■ Work task: Show all lines containing "they" from the data below.

■ Records provided:
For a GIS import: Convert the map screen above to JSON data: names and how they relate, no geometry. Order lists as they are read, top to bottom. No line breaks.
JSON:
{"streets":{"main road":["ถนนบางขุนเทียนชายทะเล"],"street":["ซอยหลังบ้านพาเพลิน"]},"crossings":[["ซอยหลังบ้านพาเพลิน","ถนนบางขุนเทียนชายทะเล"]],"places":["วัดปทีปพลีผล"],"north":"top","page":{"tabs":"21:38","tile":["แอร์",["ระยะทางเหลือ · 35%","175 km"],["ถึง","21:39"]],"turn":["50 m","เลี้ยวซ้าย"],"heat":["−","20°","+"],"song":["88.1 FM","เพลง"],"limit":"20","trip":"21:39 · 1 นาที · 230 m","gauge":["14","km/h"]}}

--

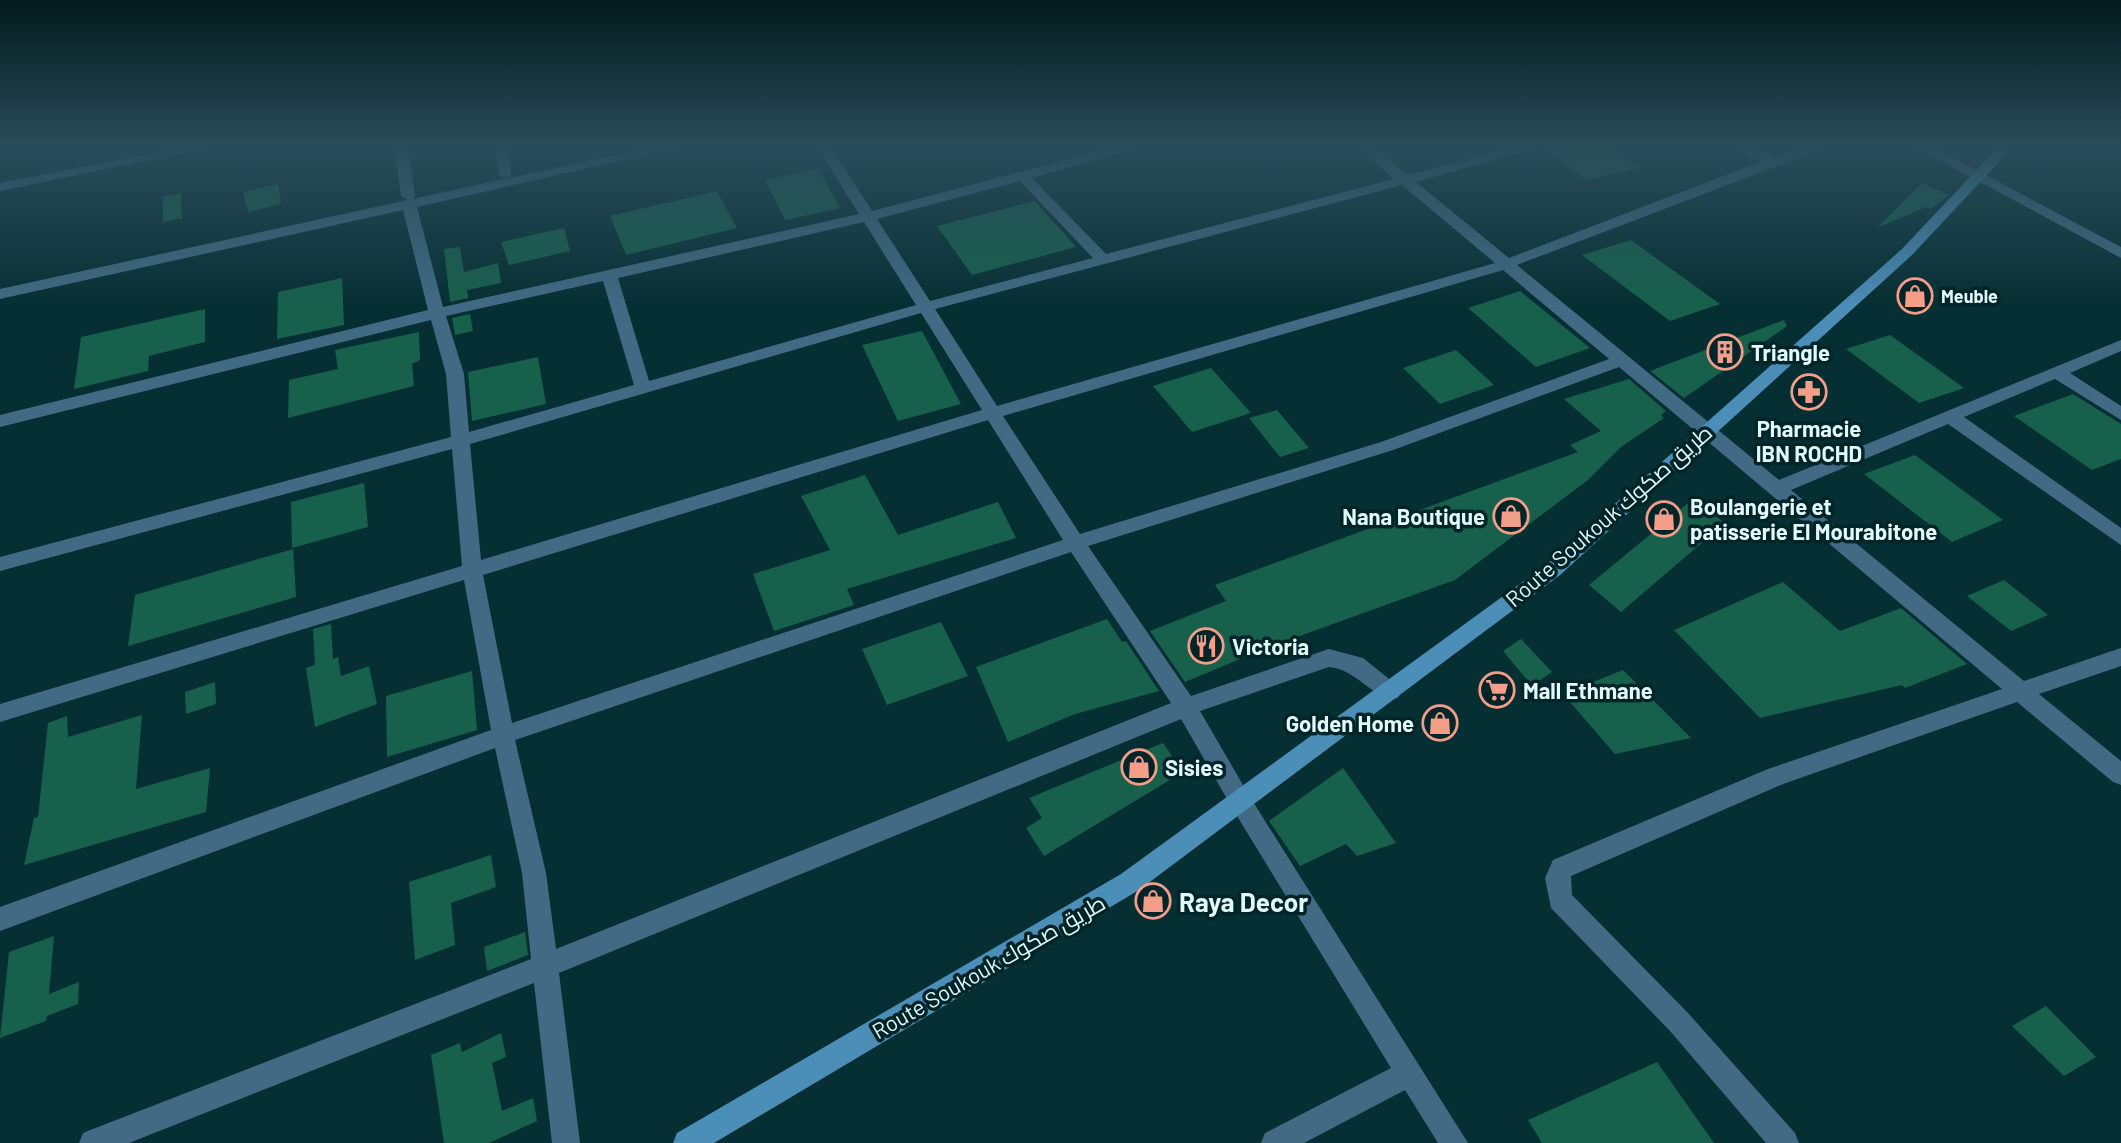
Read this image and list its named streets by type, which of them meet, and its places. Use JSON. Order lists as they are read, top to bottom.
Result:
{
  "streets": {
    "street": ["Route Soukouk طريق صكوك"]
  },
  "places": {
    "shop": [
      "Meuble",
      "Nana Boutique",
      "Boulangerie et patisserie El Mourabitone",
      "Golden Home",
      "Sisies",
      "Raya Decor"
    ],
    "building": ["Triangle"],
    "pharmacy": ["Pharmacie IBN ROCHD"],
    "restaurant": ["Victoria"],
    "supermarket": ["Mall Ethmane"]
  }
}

■ Exercise response:
For a GIS import: Convert the map screen above to JSON data: names and how they relate, no geometry. Order lists as they are read, top to bottom. No line breaks.
Read this image and list its named streets by type, which of them meet, and its places. Use JSON. Order lists as they are read, top to bottom.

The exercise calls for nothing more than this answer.